Violet’s temperature dropped!!!!!!!
13
Phoebe
My knees hurt. I’d been kneeling on them all afternoon, nailing trim now that the laminate was down. Every half hour or so, I went down the hall to check on Violet. She’d taken to her playpen like a champ now, spending the majority of her time there. She’d evicted the stuffed animals, though, perhaps in anticipation of her real puppies. They were scattered across the floor of the master bedroom.
I scooped them up and dropped them into the toy box as I eyed Violet. Her temperature had dropped this morning, which meant she was likely to go into labor in the next twenty-four hours. “Want to go for a walk?” I asked.
She looked up at me, panting slightly. It was time for her to go outside, but I also hoped the exercise might help get things started. Didn’t pregnant women sometimes walk to try to go into labor? I wasn’t an expert, but I was pretty sure Emily had done laps at the mall to jumpstart things.
Violet followed me down the hall to the living room. Her toenails made the cutest clicking sound on the laminate floors. I clipped the leash onto her collar and brought her outside. By the time she’d gone down the steps into the yard, she’d stopped panting.
“Wish you could talk,” I said. “Then you could tell me if you’re in pain. Don’t be stoic about it, okay? I need to know you’re in labor in time to get someone out here to help us.”
She whined when she squatted to pee, which was unusual. Then we walked around the yard together, and I couldn’t be sure, but I thought she looked uncomfortable. And since I didnotwant to do this on my own, I was going to call in the reinforcements early and hope it didn’t turn out to be a false alarm. I dialed Taylor’s number.
“Hi,” she answered. “Is it puppy time?”
“I’m not sure, but I think so, and I just…I’d feel so much better if somebody came out and checked her for me.”
“Let me make a few calls. I’ll have someone at your house within the hour, okay?”
“Thank you,” I said, immensely relieved to know that someone knowledgeable would be here soon to help me. I ended the call and took Violet back inside.
She went down the hall to lie in her playpen. She’d seemed to like it when I played the piano yesterday, so I sat on the bench and began to play, hoping it would soothe her.
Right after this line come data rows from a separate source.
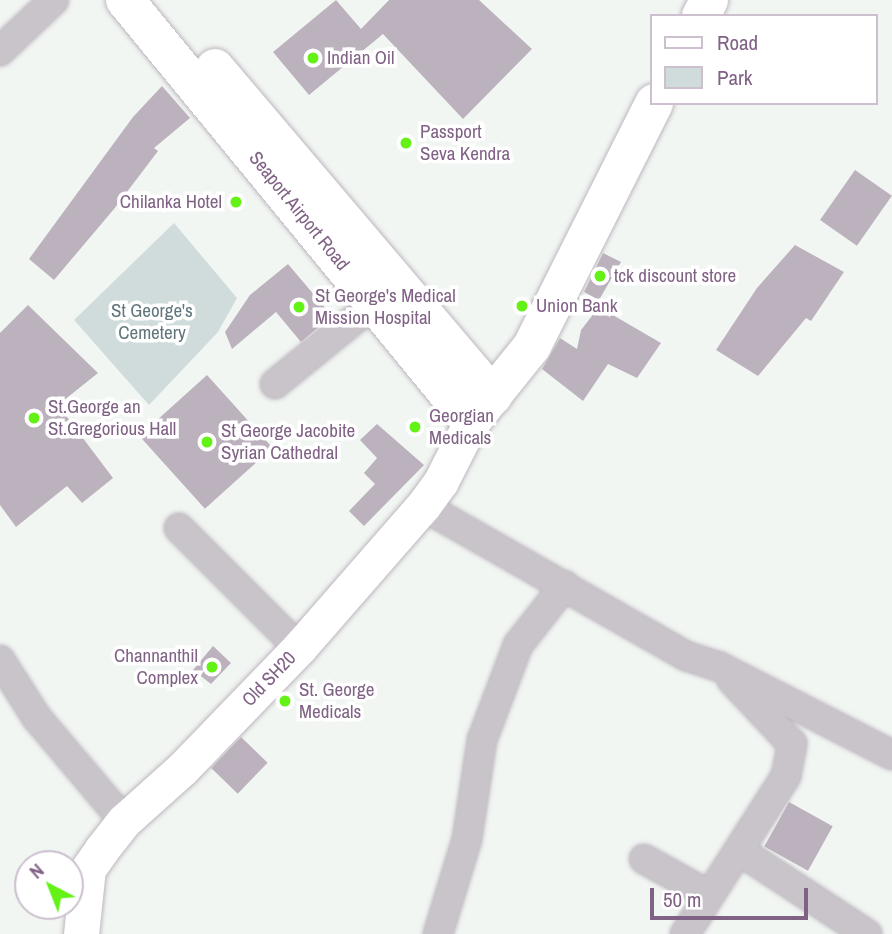 <!DOCTYPE html>
<html>
<head>
<meta charset="utf-8">
<style>
  body { margin:0 }
  #map { position:relative; width:892px; height:934px; overflow:hidden; background:#f2f6f3; font-family:"Archivo Narrow",sans-serif }
  div>[style] { position:absolute }
  [style*='--x'] { left:calc(var(--x)*1px); top:calc(var(--y)*1px); width:calc(var(--w)*1px); rotate:calc(var(--a)*1deg) }
  .green>* { inset:0; background:#d0dbdb }
  .building>* { inset:0; background:#bcb2be; transform-origin:0 0 }
  .roads { filter:drop-shadow(0 0 2px #bdb6be) drop-shadow(0 0 2px #bdb6be) }
  .minor>* { height:28px; margin:-14px; padding:0 14px; transform-origin:14px; border-radius:14px; background:#c9c3ca }
  .major>* { height:35px; margin:-17.5px; padding:0 17.5px; transform-origin:17.5px; border-radius:17.5px; background:#fff }
  .highway>* { height:38px; margin:-19px; padding:0 19px; transform-origin:19px; border-radius:19px; background:#fff }
  .dots>* { width:19px; height:19px; translate:-50% -50%; box-sizing:border-box; border:4px solid #fff; border-radius:50% }
  span { translate:-50% -50%; white-space:nowrap; text-align:center; line-height:1.15; -webkit-text-stroke:7px #fff; paint-order:stroke }
  .poi-label { font-size:19px; color:#806285 }
  .left { translate:0 -50%; text-align:left }
  .right { translate:-100% -50%; text-align:right }
  .street-label { font-size:19px; color:#806285 }
  .park-label { font-size:19px; color:#61767c }
  .legend { position:absolute; left:650px; top:14px; width:228px; height:91px; box-sizing:border-box; background:#fff; border:2px solid #ccc0ce; margin:0; padding:9px 12px; list-style:none; font-size:21px; color:#806285 }
  .legend li { display:flex; align-items:center; gap:14px; height:35px }
  .legend b { width:35px; border:2px solid #ccc0ce }
  .north { position:absolute; left:14px; top:850px; width:70px; height:70px; box-sizing:border-box; background:#fff; border:2px solid #ccc0ce; border-radius:50%; rotate:318deg; font-size:19px; font-weight:700; line-height:28px; text-align:center; color:#806285 }
  .north::after { content:''; display:block; margin:auto; width:24px; height:32px; background:#64f216; clip-path:polygon(50% 0,100% 100%,50% 72%,0 100%) }
  .scale { position:absolute; left:650px; top:888px; width:158px; height:32px; box-sizing:border-box; border:4px solid #806285; border-top:0; padding-left:9px; font-size:21px; line-height:24px; white-space:nowrap; color:#806285; -webkit-text-stroke:5px #fff; paint-order:stroke }
</style>
</head>
<body>
<div id="map">
  <div class="green">
    <i style="clip-path:polygon(174px 223px,237px 298px,218px 332px,149px 405px,74px 320px)"></i>
  </div>
  <div class="building">
    <i style="clip-path:polygon(336px 0,361px 29px,389px 0,479px 0,532px 49px,463px 119px,383px 34px,309px 95px,273px 52px)"></i>
    <i style="clip-path:polygon(162px 86px,190px 118px,154px 148px,158px 151px,114px 209px,54px 280px,29px 259px,133px 117px)"></i>
    <i style="left:855px;top:170px;width:45px;height:61px;rotate:35deg"></i>
    <i style="clip-path:polygon(795px 245px,844px 272px,811px 321px,806px 318px,758px 376px,716px 350px,757px 288px)"></i>
    <i style="clip-path:polygon(603px 253px,621px 262px,599px 300px,584px 292px)"></i>
    <i style="clip-path:polygon(288px 264px,332px 316px,301px 342px,276px 312px,232px 349px,225px 332px,250px 295px)"></i>
    <i style="clip-path:polygon(28px 305px,98px 373px,58px 405px,113px 478px,82px 503px,67px 486px,16px 527px,0 505px,0 333px)"></i>
    <i style="clip-path:polygon(599px 307px,661px 343px,637px 378px,608px 364px,583px 401px,542px 369px,560px 338px,577px 349px,581px 330px)"></i>
    <i style="left:207px;top:375px;width:98px;height:91px;rotate:48deg"></i>
    <i style="clip-path:polygon(377px 424px,424px 465px,364px 526px,349px 511px,375px 484px,364px 473px,377px 458px,360px 440px)"></i>
    <i style="clip-path:polygon(213px 646px,231px 663px,211px 684px,193px 670px)"></i>
    <i style="left:241px;top:737px;width:37px;height:43px;rotate:44deg"></i>
    <i style="left:789px;top:802px;width:50px;height:51px;rotate:29deg"></i>
  </div>
  <div class="roads">
    <div class="minor">
      <i style="--x:0;--y:51;--w:74;--a:-43.4"></i>
      <i style="--x:275;--y:384;--w:130;--a:-39.1"></i>
      <i style="--x:423;--y:506;--w:303;--a:29.7"></i>
      <i style="--x:686;--y:656;--w:36;--a:18"></i>
      <i style="--x:720;--y:667;--w:193;--a:27.1"></i>
      <i style="--x:179;--y:528;--w:170;--a:45"></i>
      <i style="--x:0;--y:660;--w:69;--a:57.5"></i>
      <i style="--x:37;--y:718;--w:135;--a:49.8"></i>
      <i style="--x:740;--y:851;--w:152;--a:33.2"></i>
      <i style="--x:644;--y:859;--w:74;--a:29"></i>
      <i style="--x:438;--y:934;--w:99;--a:-73"></i>
      <i style="--x:467;--y:839;--w:100;--a:-81.4"></i>
      <i style="--x:482;--y:740;--w:102;--a:-69.2"></i>
      <i style="--x:518;--y:645;--w:76;--a:-51.9"></i>
      <i style="--x:685;--y:934;--w:188;--a:-57.4"></i>
      <i style="--x:786;--y:776;--w:33;--a:-79"></i>
      <i style="--x:792;--y:744;--w:88;--a:-133.2"></i>
    </div>
    <div class="major">
      <i style="--x:81;--y:934;--w:65;--a:-83.9"></i>
      <i style="--x:88;--y:869;--w:24;--a:-55"></i>
      <i style="--x:102;--y:849;--w:36;--a:-52"></i>
      <i style="--x:124;--y:821;--w:79;--a:-41.9"></i>
      <i style="--x:183;--y:768;--w:167;--a:-46"></i>
      <i style="--x:299;--y:648;--w:189;--a:-48.9"></i>
      <i style="--x:423;--y:506;--w:31;--a:-54"></i>
      <i style="--x:441;--y:481;--w:66;--a:-63"></i>
    </div>
    <div class="highway">
      <i style="--x:125;--y:0;--w:546;--a:50.65"></i>
      <i style="--x:471;--y:422;--w:97;--a:-51.2"></i>
      <i style="--x:532;--y:346;--w:272;--a:-63.3"></i>
      <i style="--x:701;--y:16;--w:18;--a:-63"></i>
      <i style="--x:215;--y:68;--w:430;--a:49.7"></i>
    </div>
  </div>
  <div class="dots">
    <i style="left:313px;top:58px;background:#64f216"></i>
    <i style="left:406px;top:143px;background:#64f216"></i>
    <i style="left:236px;top:202px;background:#64f216"></i>
    <i style="left:600px;top:276px;background:#64f216"></i>
    <i style="left:522px;top:306px;background:#64f216"></i>
    <i style="left:299px;top:307px;background:#64f216"></i>
    <i style="left:34px;top:418px;background:#64f216"></i>
    <i style="left:415px;top:427px;background:#64f216"></i>
    <i style="left:207px;top:442px;background:#64f216"></i>
    <i style="left:212px;top:667px;background:#64f216"></i>
    <i style="left:285px;top:701px;background:#64f216"></i>
  </div>
  <div class="poi-label">
    <span class="left" style="left:327px;top:58px">Indian Oil</span>
    <span class="left" style="left:420px;top:143px">Passport<br>Seva Kendra</span>
    <span class="right" style="left:222px;top:202px">Chilanka Hotel</span>
    <span class="left" style="left:614px;top:276px">tck discount store</span>
    <span class="left" style="left:315px;top:307px">St George's Medical<br>Mission Hospital</span>
    <span class="left" style="left:536px;top:306px">Union Bank</span>
    <span class="left" style="left:48px;top:418px">St.George an<br>St.Gregorious Hall</span>
    <span class="left" style="left:429px;top:427px">Georgian<br>Medicals</span>
    <span class="left" style="left:221px;top:442px">St George Jacobite<br>Syrian Cathedral</span>
    <span class="right" style="left:198px;top:667px">Channanthil<br>Complex</span>
    <span class="left" style="left:299px;top:701px">St. George<br>Medicals</span>
  </div>
  <div class="street-label">
    <span style="left:299px;top:211px;rotate:51deg">Seaport Airport Road</span>
    <span style="left:269px;top:679px;rotate:-46deg">Old SH20</span>
  </div>
  <div class="park-label">
    <span style="left:152px;top:322px">St George's<br>Cemetery</span>
  </div>
  <ul class="legend">
  <li><b style="height:9px;background:#fff"></b>Road</li>
  <li><b style="height:19px;background:#d0dbdb"></b>Park</li>
  </ul>
  <div class="north">N</div>
  <div class="scale">50 m</div>
</div>
</body>
</html>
I wasn’t paying attention to a specific song or melody, just letting my fingers roam the keyboard. It was a method my grandmother had taught me before I’d started taking formal lessons.
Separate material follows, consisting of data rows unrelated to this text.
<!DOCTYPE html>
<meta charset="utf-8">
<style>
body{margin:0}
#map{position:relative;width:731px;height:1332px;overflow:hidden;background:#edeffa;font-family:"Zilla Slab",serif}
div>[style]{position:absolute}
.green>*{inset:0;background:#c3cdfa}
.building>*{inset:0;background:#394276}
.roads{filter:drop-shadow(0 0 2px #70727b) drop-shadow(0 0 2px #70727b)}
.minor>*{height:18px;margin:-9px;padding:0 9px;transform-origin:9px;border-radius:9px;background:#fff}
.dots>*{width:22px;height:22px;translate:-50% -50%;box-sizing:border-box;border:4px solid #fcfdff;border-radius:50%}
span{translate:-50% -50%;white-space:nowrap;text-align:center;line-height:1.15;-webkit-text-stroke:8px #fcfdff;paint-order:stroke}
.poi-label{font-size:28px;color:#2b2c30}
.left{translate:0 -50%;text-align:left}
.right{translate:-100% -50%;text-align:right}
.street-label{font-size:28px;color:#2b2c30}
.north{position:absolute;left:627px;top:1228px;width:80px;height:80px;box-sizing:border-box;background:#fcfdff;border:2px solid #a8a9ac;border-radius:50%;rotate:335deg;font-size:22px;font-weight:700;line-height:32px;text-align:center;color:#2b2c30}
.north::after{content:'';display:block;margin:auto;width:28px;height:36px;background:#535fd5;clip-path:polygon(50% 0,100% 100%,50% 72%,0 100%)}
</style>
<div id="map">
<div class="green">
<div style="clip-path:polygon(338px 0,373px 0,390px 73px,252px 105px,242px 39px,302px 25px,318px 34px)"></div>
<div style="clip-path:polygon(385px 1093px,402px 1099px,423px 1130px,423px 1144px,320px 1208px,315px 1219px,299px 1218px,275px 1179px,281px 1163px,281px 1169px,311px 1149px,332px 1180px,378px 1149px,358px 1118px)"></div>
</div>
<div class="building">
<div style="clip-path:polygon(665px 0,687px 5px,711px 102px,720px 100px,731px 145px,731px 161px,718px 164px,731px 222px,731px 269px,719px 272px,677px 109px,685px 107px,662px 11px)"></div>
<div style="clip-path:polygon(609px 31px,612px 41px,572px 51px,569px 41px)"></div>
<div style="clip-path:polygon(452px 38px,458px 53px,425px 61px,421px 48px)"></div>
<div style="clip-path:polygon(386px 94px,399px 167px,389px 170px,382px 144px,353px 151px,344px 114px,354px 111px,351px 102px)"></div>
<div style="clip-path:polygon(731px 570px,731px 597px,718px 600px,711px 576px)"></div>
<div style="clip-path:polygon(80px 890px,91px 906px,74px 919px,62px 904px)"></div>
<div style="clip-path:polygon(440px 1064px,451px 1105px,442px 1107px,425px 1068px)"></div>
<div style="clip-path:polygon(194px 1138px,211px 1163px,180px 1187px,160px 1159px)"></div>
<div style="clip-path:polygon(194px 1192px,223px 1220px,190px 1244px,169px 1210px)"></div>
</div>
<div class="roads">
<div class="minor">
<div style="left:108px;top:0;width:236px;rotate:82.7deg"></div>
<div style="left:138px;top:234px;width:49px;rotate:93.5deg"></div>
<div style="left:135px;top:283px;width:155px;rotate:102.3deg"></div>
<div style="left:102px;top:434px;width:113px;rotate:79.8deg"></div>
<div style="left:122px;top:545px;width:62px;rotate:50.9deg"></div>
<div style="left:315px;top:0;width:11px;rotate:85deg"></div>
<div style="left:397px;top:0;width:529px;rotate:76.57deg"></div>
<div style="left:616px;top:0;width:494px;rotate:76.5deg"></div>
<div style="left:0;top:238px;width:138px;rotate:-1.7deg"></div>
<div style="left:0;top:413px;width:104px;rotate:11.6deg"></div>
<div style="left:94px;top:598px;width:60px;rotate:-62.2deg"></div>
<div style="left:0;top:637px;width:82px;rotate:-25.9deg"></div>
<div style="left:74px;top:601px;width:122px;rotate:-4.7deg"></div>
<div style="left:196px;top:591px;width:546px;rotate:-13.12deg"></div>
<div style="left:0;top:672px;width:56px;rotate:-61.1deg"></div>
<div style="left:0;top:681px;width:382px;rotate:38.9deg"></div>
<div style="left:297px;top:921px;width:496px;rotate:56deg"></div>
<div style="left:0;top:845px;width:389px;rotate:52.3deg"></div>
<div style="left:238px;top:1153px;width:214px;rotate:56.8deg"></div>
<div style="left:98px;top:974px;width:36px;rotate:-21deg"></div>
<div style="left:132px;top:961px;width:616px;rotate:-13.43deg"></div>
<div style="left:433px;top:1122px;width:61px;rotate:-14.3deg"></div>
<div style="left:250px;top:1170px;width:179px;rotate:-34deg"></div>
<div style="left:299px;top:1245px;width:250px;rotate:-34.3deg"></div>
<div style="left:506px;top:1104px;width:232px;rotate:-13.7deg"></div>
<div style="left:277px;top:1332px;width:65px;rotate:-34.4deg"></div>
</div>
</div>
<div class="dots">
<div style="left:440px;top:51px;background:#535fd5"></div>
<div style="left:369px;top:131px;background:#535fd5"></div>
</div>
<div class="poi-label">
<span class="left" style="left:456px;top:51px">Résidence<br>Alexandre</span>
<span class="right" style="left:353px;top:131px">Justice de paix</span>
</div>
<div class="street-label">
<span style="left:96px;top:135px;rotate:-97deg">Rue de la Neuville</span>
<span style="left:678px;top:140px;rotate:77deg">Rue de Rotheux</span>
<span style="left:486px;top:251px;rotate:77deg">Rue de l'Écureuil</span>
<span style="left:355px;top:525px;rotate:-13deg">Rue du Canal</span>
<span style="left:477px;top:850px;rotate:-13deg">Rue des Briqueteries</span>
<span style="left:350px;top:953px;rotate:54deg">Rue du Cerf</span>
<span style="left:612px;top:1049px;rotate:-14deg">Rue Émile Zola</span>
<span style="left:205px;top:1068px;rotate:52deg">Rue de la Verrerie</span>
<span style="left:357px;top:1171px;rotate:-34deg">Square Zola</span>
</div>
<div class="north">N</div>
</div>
But after a few minutes, I realized I wasn’t playing a random tune at all. The familiar notes of Alicia Keys’s “No One” filled the living room. It had been our song, mine and Taylor’s. I would sit right here at this piano and play it for her, not that my voice held a candle to Alicia’s. My fingers kept moving, and I began to sing along, quietly at first and picking up volume as I got lost in the music.
It was as familiar as it was emotional, memories of that summer flowing through me as the lyrics spilled from my mouth. We’d been so much in love. As I sang our song, I remembered the way I used to lie beside Taylor, hands entwined, staring into each other’s eyes as we talked for hours, the way my body seemed to inflate with happiness when she came into a room, the way it felt when she wrapped her arms around me and kissed me until my whole body thrummed with electricity.
There was a knock at the door, and I stopped playing, wrenched from my romantic trance back to the real world where there was a dog down the hall who was about to have puppies and someone from the shelter at my door to help me through it. I stood and walked to the door, and my heart lurched against my ribs when I saw Taylor on the front porch.
Her hair was in a ponytail, and she was wearing a T-shirt with the shelter’s logo on it as if she’d come straight from work. She looked slightly dazed, as if she’d heard what song I was playing. With the windows wide open to let in the spring air, she probably had. I gulped, my throat gone dry.
“Hi,” she said, her hazel eyes locked on mine with a dizzying intensity.
Maybe I was still stuck in the past, but that fluttery feeling in my belly was exactly the way it had felt when she looked at me that summer.Oof.“Hi.”